Au moment où des médias occidentaux tentent de créer un buzz sur l’usage non encore confirmé de bombes à sous-munitions par l’Armée arabe de Syrie au Nord d’Alep et non loin des frontières turques, la ville libyenne de Banu Walid, l’une des seules à avoir bravé la loi de la jungle prévalant en Libye depuis des mois fait face à de violents bombardements incluant l’usage d’armes chimiques.

Sous prétexte de venger la mort de l’un de leurs miliciens ayant participé dans le lynchage du colonel Gaddafi, les milices armées de Misrata, la ville la plus unanimement haïe dans toute la Libye se sont lancées, avec l’aide d’autres milices et de forces devant servir à créer l’ossature de la future armée libyenne  dans une guerre contre la ville de Banu Walid. Les véritables raisons de cette attaque remontent très loin dans le temps puisque une vieille querelle envenime les relations entre les deux villes depuis 1919.
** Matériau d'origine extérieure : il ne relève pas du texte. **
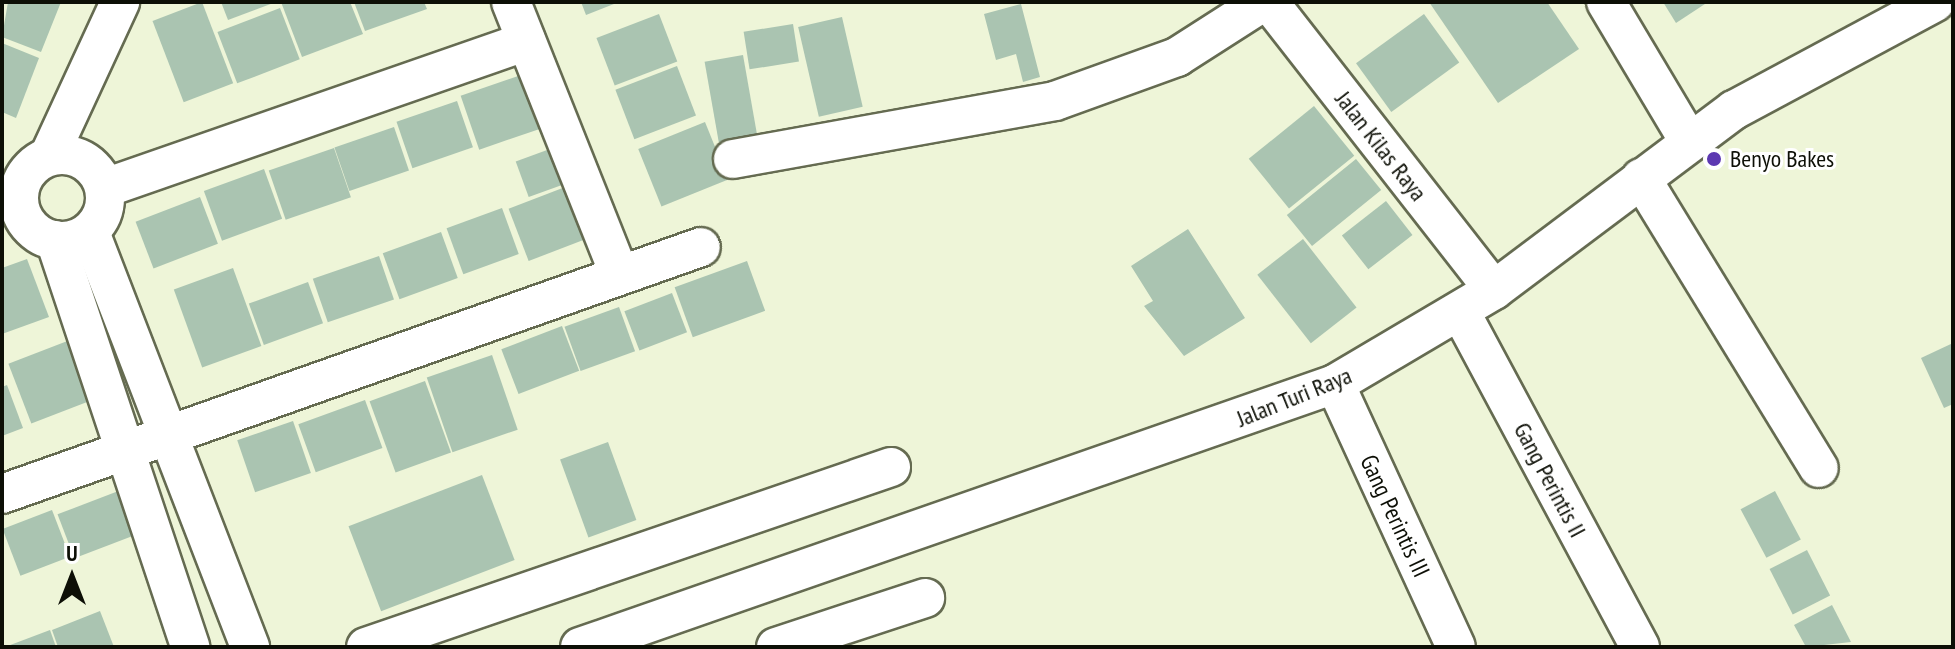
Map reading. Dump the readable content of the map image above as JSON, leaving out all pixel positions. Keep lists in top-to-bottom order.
{
  "streets": {
    "street": [
      "Jalan Kilas Raya",
      "Jalan Turi Raya",
      "Gang Perintis II",
      "Gang Perintis III"
    ]
  },
  "crossings": [
    ["Jalan Kilas Raya", "Jalan Turi Raya"],
    ["Jalan Turi Raya", "Gang Perintis II"],
    ["Jalan Turi Raya", "Gang Perintis III"]
  ],
  "places": ["Benyo Bakes"],
  "north": "top"
}
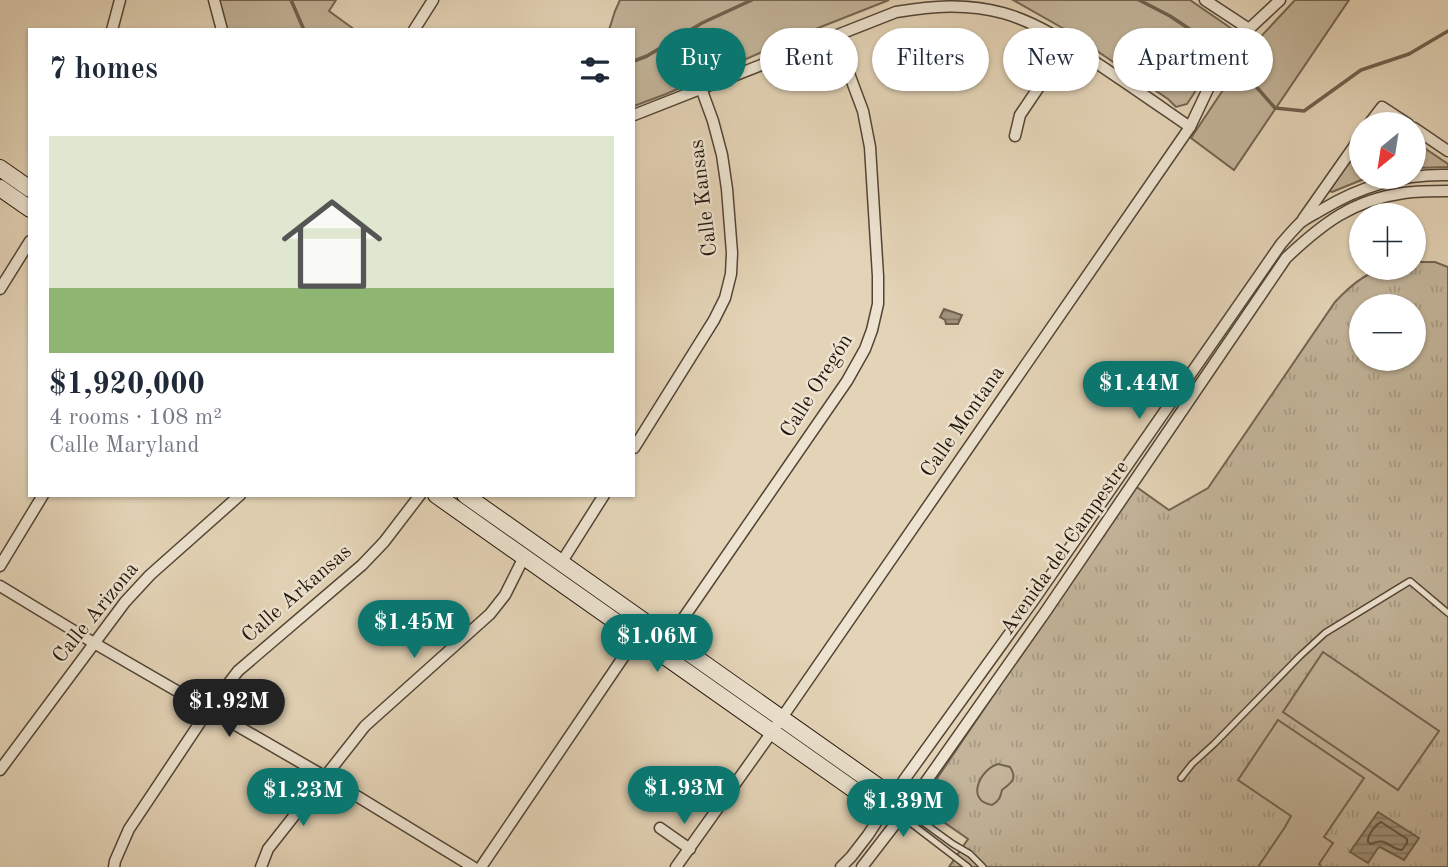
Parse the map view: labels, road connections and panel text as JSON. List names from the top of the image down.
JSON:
{
  "streets": {
    "street": [
      "Calle Kansas",
      "Calle Oregón",
      "Calle Montana",
      "Avenida del Campestre",
      "Calle Arkansas",
      "Calle Arizona"
    ]
  },
  "north": "bottom left",
  "page": {
    "chip": [
      "Buy",
      "Rent",
      "Filters",
      "New",
      "Apartment"
    ],
    "heading": "7 homes",
    "map_buttons": ["+", "−"],
    "list": [
      {
        "name": "$1,920,000",
        "note": "4 rooms · 108 m² · Calle Maryland"
      }
    ],
    "price": [
      "$1.44M",
      "$1.45M",
      "$1.06M",
      "$1.92M",
      "$1.93M",
      "$1.23M",
      "$1.39M"
    ]
  }
}
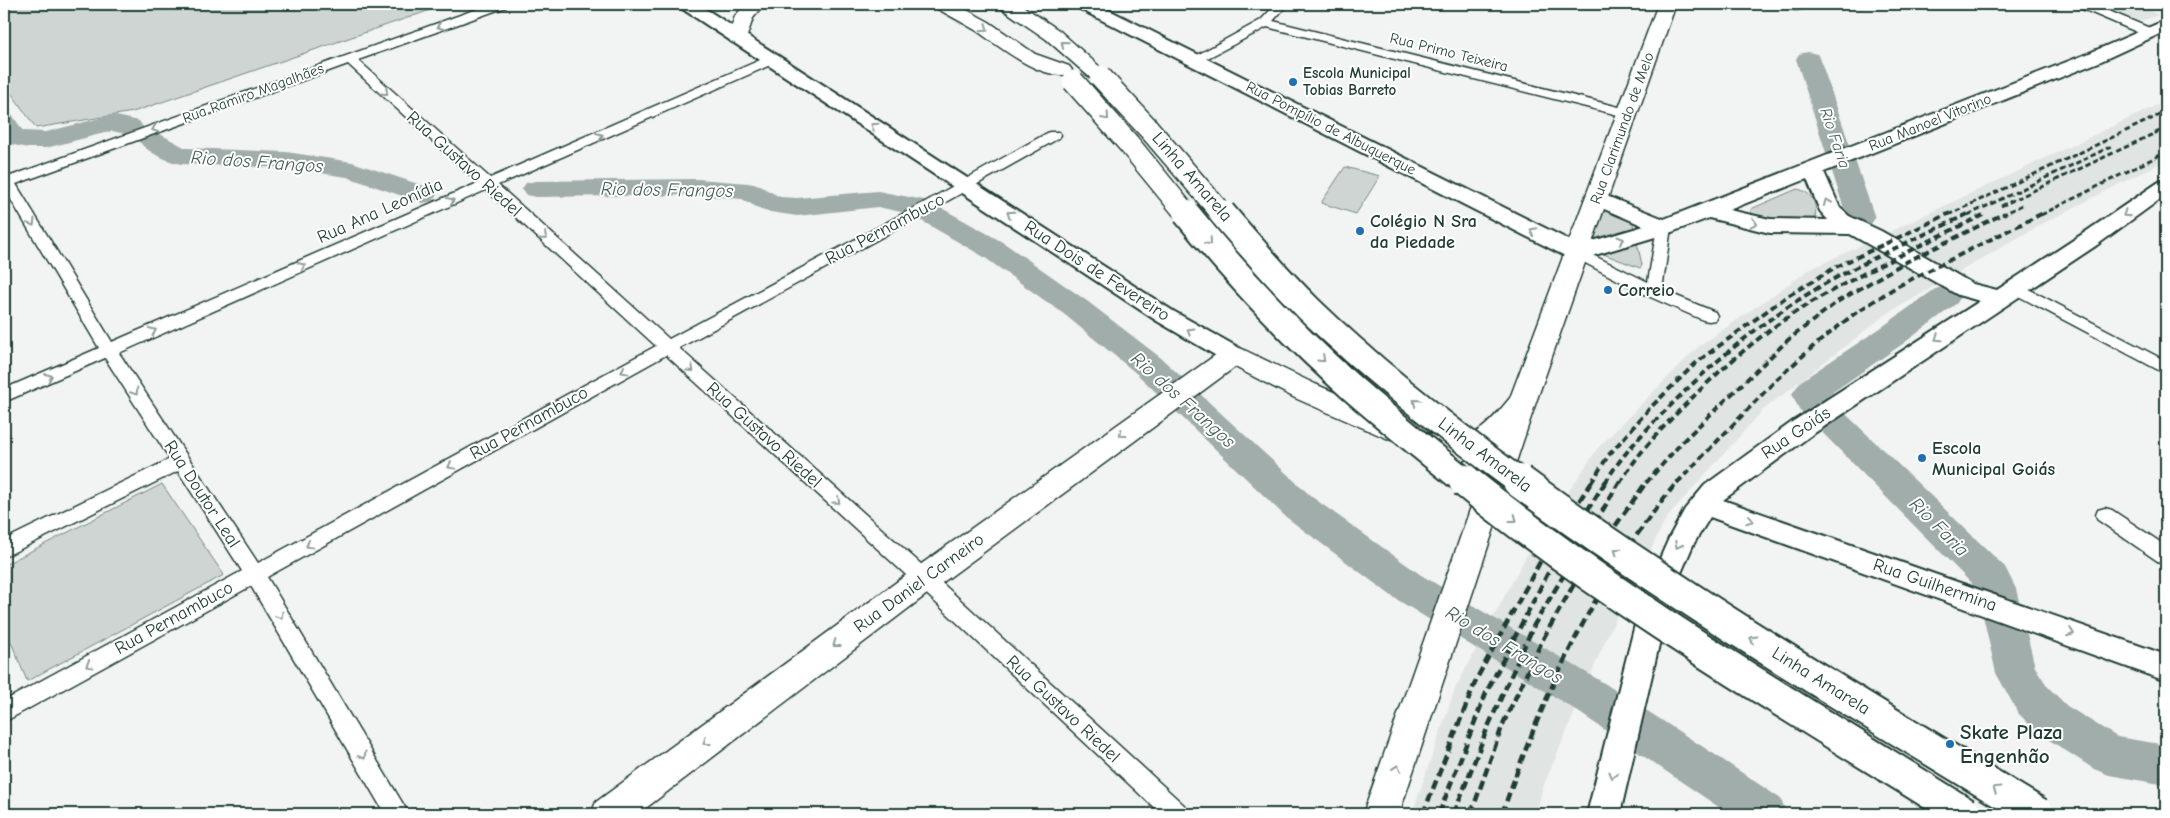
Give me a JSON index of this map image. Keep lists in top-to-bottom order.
{
  "streets": {
    "main road": [
      "Rua Manoel Vitorino",
      "Rua Pompílio de Albuquerque",
      "Rua Clarimundo de Melo",
      "Linha Amarela",
      "Rua Dois de Fevereiro",
      "Rua Goiás",
      "Rua Daniel Carneiro",
      "Rua Guilhermina"
    ],
    "street": [
      "Rua Primo Teixeira",
      "Rua Ramiro Magalhães",
      "Rua Gustavo Riedel",
      "Rua Ana Leonídia",
      "Rua Pernambuco",
      "Rua Doutor Leal"
    ]
  },
  "crossings": [
    ["Rua Primo Teixeira", "Rua Clarimundo de Melo"],
    ["Rua Ramiro Magalhães", "Rua Gustavo Riedel"],
    ["Rua Ramiro Magalhães", "Rua Doutor Leal"],
    ["Rua Manoel Vitorino", "Rua Pompílio de Albuquerque"],
    ["Rua Manoel Vitorino", "Rua Clarimundo de Melo"],
    ["Rua Pompílio de Albuquerque", "Rua Clarimundo de Melo"],
    ["Rua Clarimundo de Melo", "Rua Dois de Fevereiro"],
    ["Rua Gustavo Riedel", "Rua Ana Leonídia"],
    ["Rua Gustavo Riedel", "Rua Pernambuco"],
    ["Rua Gustavo Riedel", "Rua Daniel Carneiro"],
    ["Rua Ana Leonídia", "Rua Dois de Fevereiro"],
    ["Rua Ana Leonídia", "Rua Doutor Leal"],
    ["Rua Pernambuco", "Rua Dois de Fevereiro"],
    ["Rua Pernambuco", "Rua Doutor Leal"],
    ["Rua Dois de Fevereiro", "Rua Daniel Carneiro"],
    ["Rua Goiás", "Rua Guilhermina"]
  ],
  "one_way": [
    "Rua Ramiro Magalhães",
    "Rua Pompílio de Albuquerque",
    "Rua Gustavo Riedel",
    "Rua Ana Leonídia",
    "Rua Pernambuco",
    "Rua Dois de Fevereiro",
    "Rua Goiás",
    "Rua Doutor Leal",
    "Rua Daniel Carneiro",
    "Rua Guilhermina"
  ],
  "water": ["Rio Faria", "Rio dos Frangos"],
  "places": [
    "Escola Municipal Tobias Barreto",
    "Colégio N Sra da Piedade",
    "Correio",
    "Escola Municipal Goiás",
    "Skate Plaza Engenhão"
  ]
}
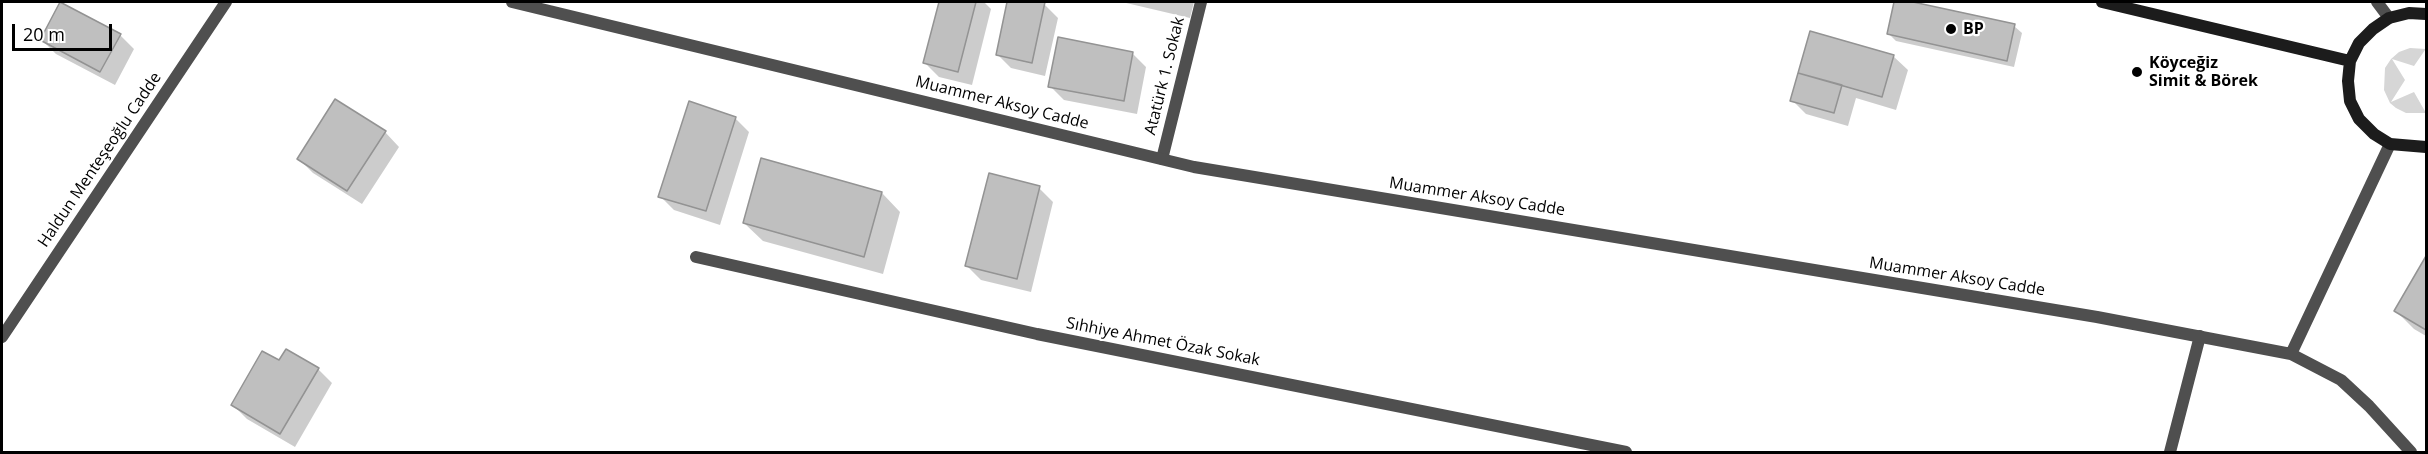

Le Chef des milices armées de Banu Walid, ville qui tire sa force de la puissante confédération tribale des Warfla, l’une des plus redoutables de Libye a juré de défendre la ville contre les milices de Misrata et leurs alliées du “Bouclier de Libye”. D’après des sources bien introduites à Tripoli, Misrata aurait acheté l’aval du Congrés général libyen, plus haute autorité actuelle à coup de millions de dollars fournis par des pays tiers afin de voter une décision ordonnant l’entame d’opérations militaires contre Banu Walid.

A l’heure où nous écrivons ces lignes, la ville résiste toujours aux bombes et aux roquettes des milices rivales.